Conventional methods to measure ligand-receptor binding parameters typically require radiolabeled ligands as probes. Despite the robustness of radioligand binding assays, they carry inherent disadvantages in terms of safety precautions, expensive synthesis, special lab requirements, and waste disposal. Mass spectrometry (MS) is a method that can selectively detect ligands without the need of a label. The sensitivity of MS equipment increases progressively, and currently, it is possible to detect low ligand quantities that are usually found in ligand binding assays. We developed a label-free MS ligand binding (MS binding) assay on the adenosine A(1) and A(2A) receptors (A(1)AR and A(2A)AR), which are well-characterized members of the class A G protein-coupled receptor (GPCR) family. Radioligand binding assays for both receptors are well established, and ample data is available to compare and evaluate the performance of an MS binding assay. 1,3-Dipropyl-8-cyclopentyl-xanthine (DPCPX) and 4-(2-((7-amino-2-(furan-2-yl)-[1,2,4]triazolo[1,5-a]-[1,3,5]triazin-5-yl)amino)ethyl)phenol (ZM-241,385) are high-affinity ligands selective for the A(1)AR and A(2A)AR, respectively.
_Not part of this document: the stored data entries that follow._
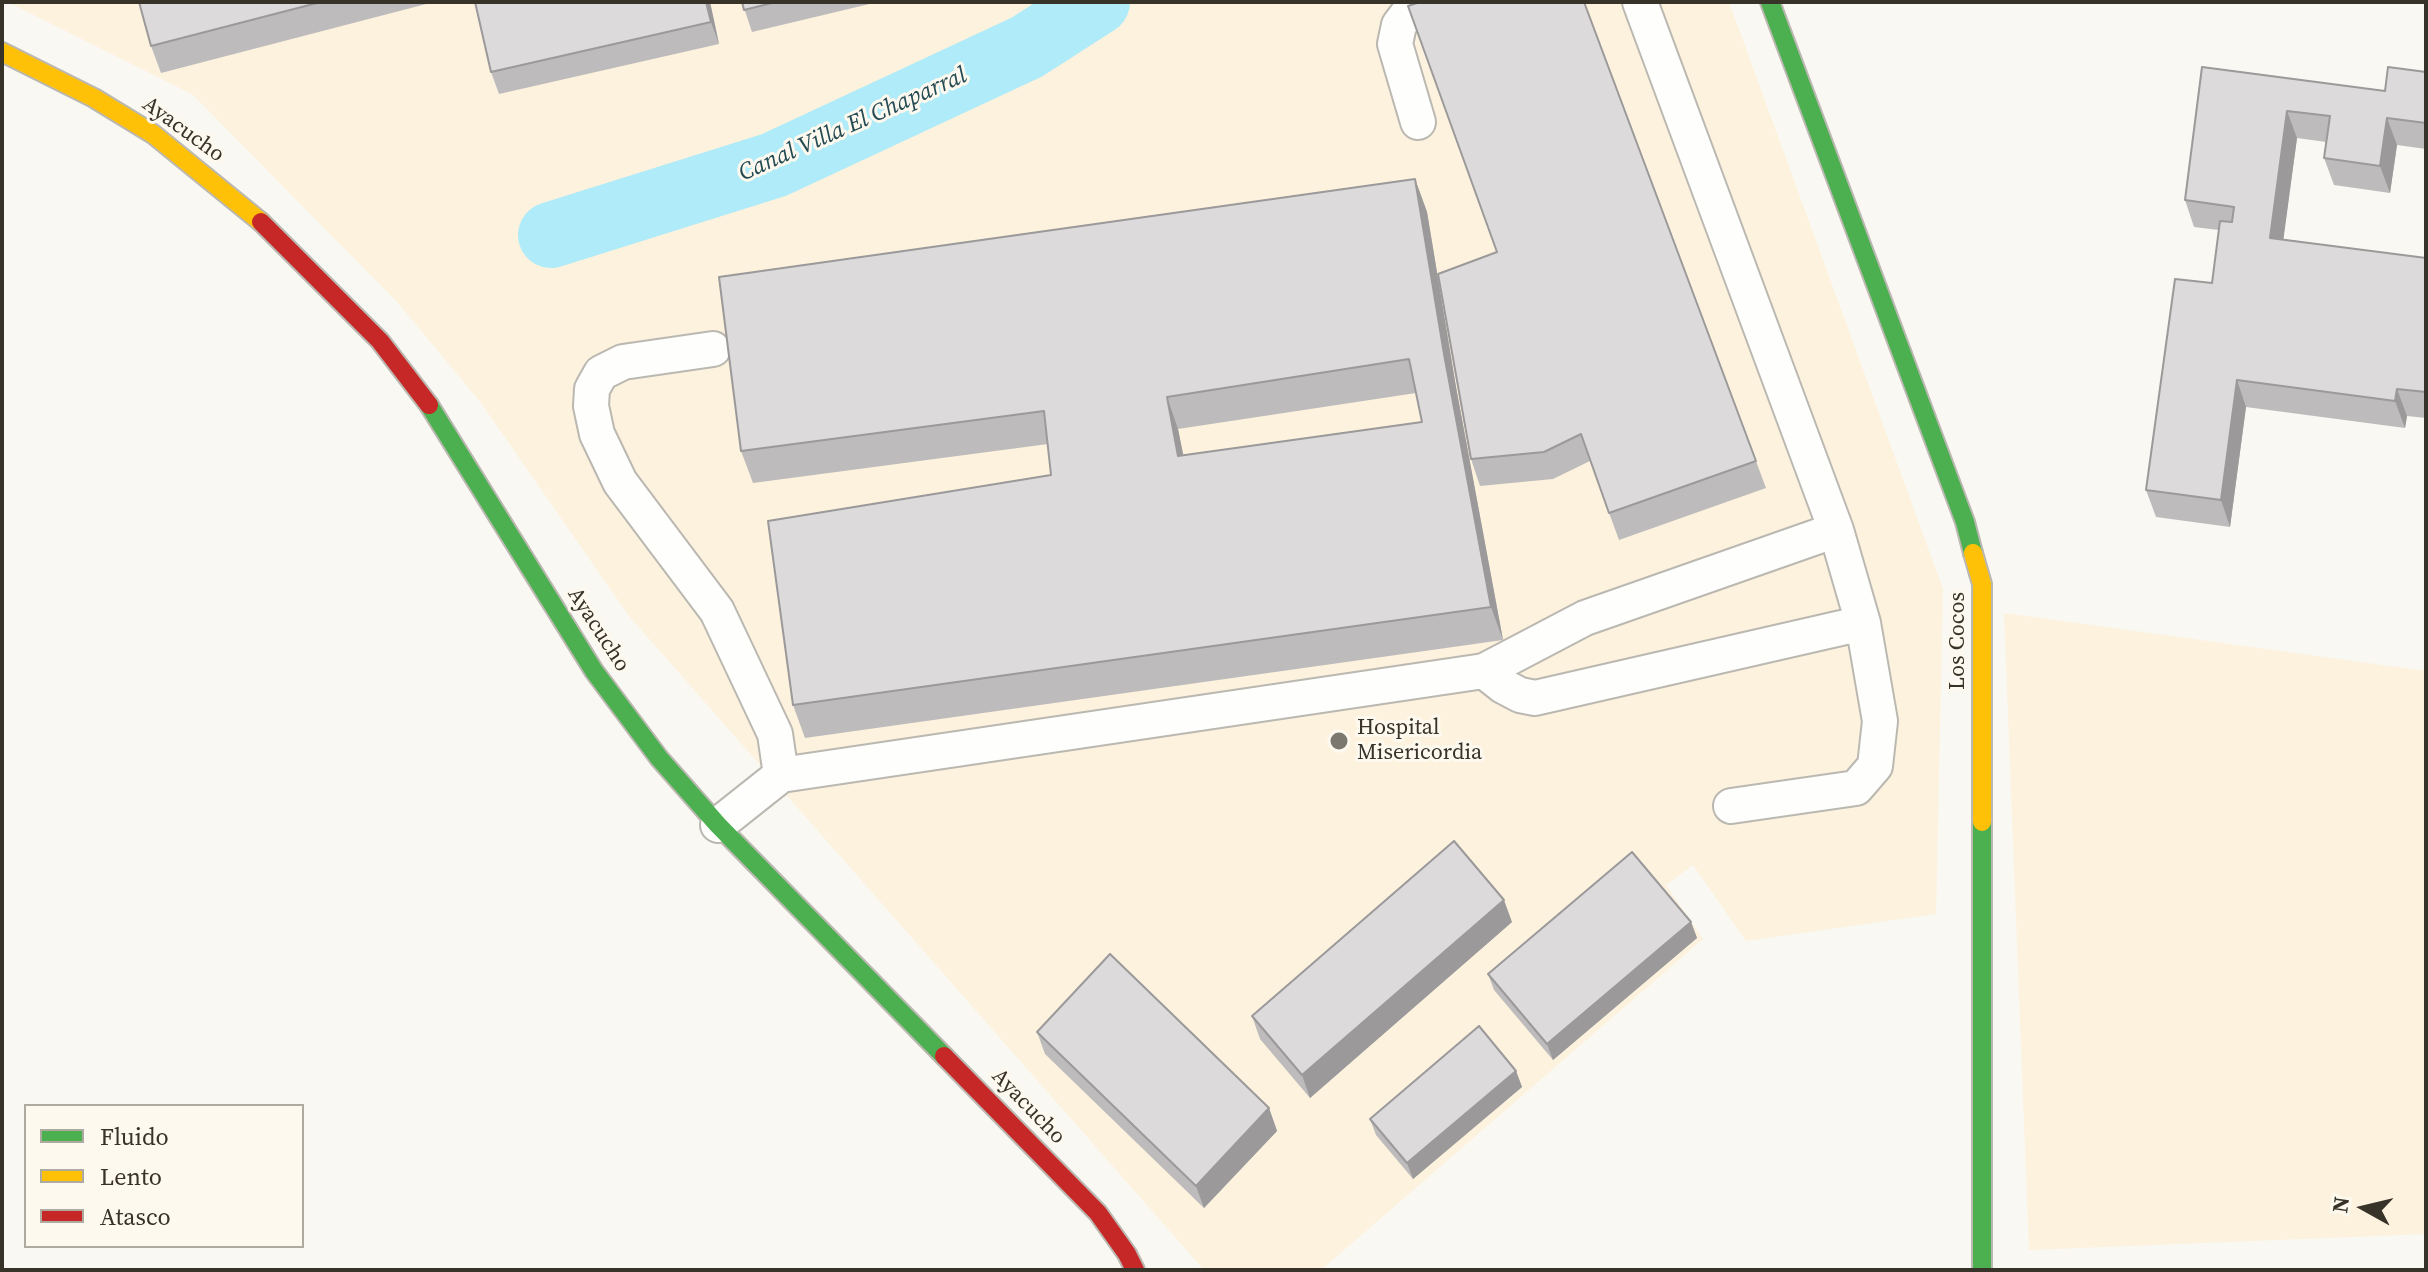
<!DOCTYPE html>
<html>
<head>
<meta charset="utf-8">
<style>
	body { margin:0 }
	#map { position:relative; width:2428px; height:1272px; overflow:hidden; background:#faf8f2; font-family:"Source Serif 4",serif }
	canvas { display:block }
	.frame { position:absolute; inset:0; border:4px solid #373329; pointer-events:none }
	.legend { position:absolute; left:24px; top:1104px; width:280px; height:144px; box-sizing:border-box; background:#fef9ef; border:2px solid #aeaaa0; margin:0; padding:10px 14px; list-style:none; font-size:24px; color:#373329 }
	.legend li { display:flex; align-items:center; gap:16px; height:40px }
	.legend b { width:40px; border:2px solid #aeaaa0 }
	.north { position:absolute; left:2324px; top:1168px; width:80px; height:80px; -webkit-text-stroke:6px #fef9ef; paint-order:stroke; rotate:278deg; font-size:22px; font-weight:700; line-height:32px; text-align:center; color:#373329 }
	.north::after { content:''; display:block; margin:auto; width:28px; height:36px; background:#373329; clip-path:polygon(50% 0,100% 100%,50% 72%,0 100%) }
</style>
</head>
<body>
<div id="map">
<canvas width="2428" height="1272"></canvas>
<div class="frame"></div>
<ul class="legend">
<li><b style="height:10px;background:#4caf50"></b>Fluido</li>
<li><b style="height:10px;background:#ffc107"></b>Lento</li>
<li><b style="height:10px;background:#c62828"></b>Atasco</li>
</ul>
<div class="north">N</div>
</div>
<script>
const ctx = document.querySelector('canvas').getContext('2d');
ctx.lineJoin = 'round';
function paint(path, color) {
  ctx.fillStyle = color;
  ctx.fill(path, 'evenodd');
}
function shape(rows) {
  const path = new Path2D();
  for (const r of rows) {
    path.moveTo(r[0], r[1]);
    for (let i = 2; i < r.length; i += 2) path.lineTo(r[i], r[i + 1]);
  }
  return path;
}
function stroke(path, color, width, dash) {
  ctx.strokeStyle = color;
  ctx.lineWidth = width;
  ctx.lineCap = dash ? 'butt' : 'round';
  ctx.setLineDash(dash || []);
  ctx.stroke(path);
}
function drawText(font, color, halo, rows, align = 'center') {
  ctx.font = font + ' "Source Serif 4",serif';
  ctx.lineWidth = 6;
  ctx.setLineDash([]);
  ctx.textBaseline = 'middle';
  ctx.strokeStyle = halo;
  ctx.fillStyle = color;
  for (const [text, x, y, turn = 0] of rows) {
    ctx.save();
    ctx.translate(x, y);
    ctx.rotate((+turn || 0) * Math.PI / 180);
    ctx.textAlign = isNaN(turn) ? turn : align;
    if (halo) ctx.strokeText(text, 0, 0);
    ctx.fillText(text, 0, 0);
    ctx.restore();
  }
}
paint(shape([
	[8,2,1729,2,1943,589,1936,914,1746,941,1693,865,1666,885,1703,939,1321,1270,1204,1270,629,616,481,403,398,303,192,94],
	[2004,613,2426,671,2426,1234,2029,1250]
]), '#fcf2de');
stroke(shape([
	[551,235,774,165,1027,47,1097,2]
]), '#afebf8', 66);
const lane = shape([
	[1418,122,1395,44,1399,25,1412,8,1428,2],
	[713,349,623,362,601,373,592,389,591,406,597,434,620,482,717,611,775,734,781,775],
	[1484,671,1503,686,1520,695,1535,698,1863,623],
	[1731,806,1856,788,1875,766,1880,721,1863,623,1836,530],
	[718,825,781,775,1484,671,1585,618,1836,530,1640,2]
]);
const fast = shape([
	[1770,2,1965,522,1973,553],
	[429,405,594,671,659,758,718,825,944,1056],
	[1982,822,1982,1270]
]);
const slow = shape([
	[2,52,94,98,153,134,261,222],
	[1973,553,1982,584,1982,822]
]);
const jam = shape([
	[261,222,380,341,429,405],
	[944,1056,1098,1213,1127,1254,1135,1270]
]);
stroke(lane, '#bbb8b1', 38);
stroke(fast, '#bbb8b1', 22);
stroke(slow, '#bbb8b1', 22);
stroke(jam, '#bbb8b1', 22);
stroke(lane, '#fefefd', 34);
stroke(fast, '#4caf50', 18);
stroke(slow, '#ffc107', 18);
stroke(jam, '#c62828', 18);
paint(shape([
	[139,2,434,2,161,73,151,46],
	[475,2,710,2,719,44,499,94,491,72],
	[742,2,878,2,752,32],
	[1584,2,1766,488,1619,540,1590,461,1553,479,1480,486,1471,459,1497,252],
	[2202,67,2385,91,2426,72,2426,149,2397,145,2390,193,2334,185,2324,158,2326,142,2297,138,2283,239,2426,258,2426,418,2407,416,2405,428,2246,407,2230,527,2156,517,2146,490,2212,283,2219,230,2194,227,2185,200],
	[1415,179,1427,212,1456,387,1503,640,805,738,793,705,1051,475,1048,444,753,483,741,451],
	[1416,393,1422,422,1183,455,1178,429],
	[1512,922,1310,1098,1260,1039,1252,1016],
	[1691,922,1697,938,1553,1060,1494,990,1488,974],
	[1037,1032,1269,1108,1277,1131,1204,1208,1045,1054],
	[1516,1071,1522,1087,1413,1179,1376,1135,1370,1119]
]), '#bebbbc');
paint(shape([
	[706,2,710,2,719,44,711,22],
	[2287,111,2297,138,2280,265,2270,238],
	[2387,118,2397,145,2390,193,2380,166],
	[1415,179,1427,212,1456,387,1503,640,1491,607,1444,354],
	[2237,380,2246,407,2230,527,2221,500],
	[2397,389,2407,416,2405,428,2395,401],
	[1167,397,1178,429,1190,488,1178,456],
	[1504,900,1512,922,1310,1098,1302,1075],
	[1691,922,1697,938,1553,1060,1547,1044],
	[1516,1071,1522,1087,1413,1179,1407,1163],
	[1269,1108,1277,1131,1204,1208,1196,1186]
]), '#9b9999');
const building = shape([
	[139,2,321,2,151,46,139,2],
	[475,2,706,2,711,22,491,72,475,2],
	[742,2,776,2,744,10,742,2],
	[1420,2,1584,2,1756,461,1609,513,1581,434,1544,452,1471,459,1438,274,1497,252,1408,6,1420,2],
	[2202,67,2385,91,2388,67,2426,72,2426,123,2387,118,2380,166,2324,158,2330,116,2287,111,2270,238,2426,258,2426,392,2397,389,2395,401,2237,380,2221,500,2146,490,2175,279,2212,283,2220,221,2232,222,2234,207,2185,200,2202,67],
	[1415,179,1444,354,1491,607,793,705,768,521,1051,475,1044,411,741,451,719,277,1415,179],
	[1409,359,1422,422,1178,456,1167,397,1409,359],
	[1454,841,1504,900,1302,1075,1252,1016,1454,841],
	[1632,852,1691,922,1547,1044,1488,974,1632,852],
	[1110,954,1269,1108,1196,1186,1037,1032,1110,954],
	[1479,1026,1516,1071,1407,1163,1370,1119,1479,1026]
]);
paint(building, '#dddadb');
stroke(building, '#9b9999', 2);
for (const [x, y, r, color] of [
	[1339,741,10,"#7b786f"]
]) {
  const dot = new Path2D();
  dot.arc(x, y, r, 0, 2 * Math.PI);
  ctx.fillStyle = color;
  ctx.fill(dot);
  stroke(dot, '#fef9ef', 3);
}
drawText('22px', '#373329', '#fef9ef', [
	["Ayacucho",183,130,36],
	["Ayacucho",598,630,57],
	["Los Cocos",1958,641,-90],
	["Ayacucho",1028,1107,46]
]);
drawText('22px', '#373329', '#fef9ef', [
	["Hospital",1357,728],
	["Misericordia",1357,753]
], 'left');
drawText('italic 24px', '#244b54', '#fef9ef', [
	["Canal Villa El Chaparral",853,125,-24]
]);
</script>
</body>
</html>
To proof the feasibility of MS binding on the A(1)AR and A(2A)AR, we first developed an MS detection method for unlabeled DPCPX and ZM-241,385. To serve as internal standards, both compounds were also deuterium-labeled. Subsequently, we investigated whether the two unlabeled compounds could substitute for their radiolabeled counterparts as marker ligands in binding experiments, including saturation, displacement, dissociation, and competition association assays. Furthermore, we investigated the accuracy of these assays if the use of internal standards was excluded. The results demonstrate the feasibility of the MS binding assay, even in the absence of a deuterium-labeled internal standard, and provide great promise for the further development of label-free assays based on MS for other GPCRs.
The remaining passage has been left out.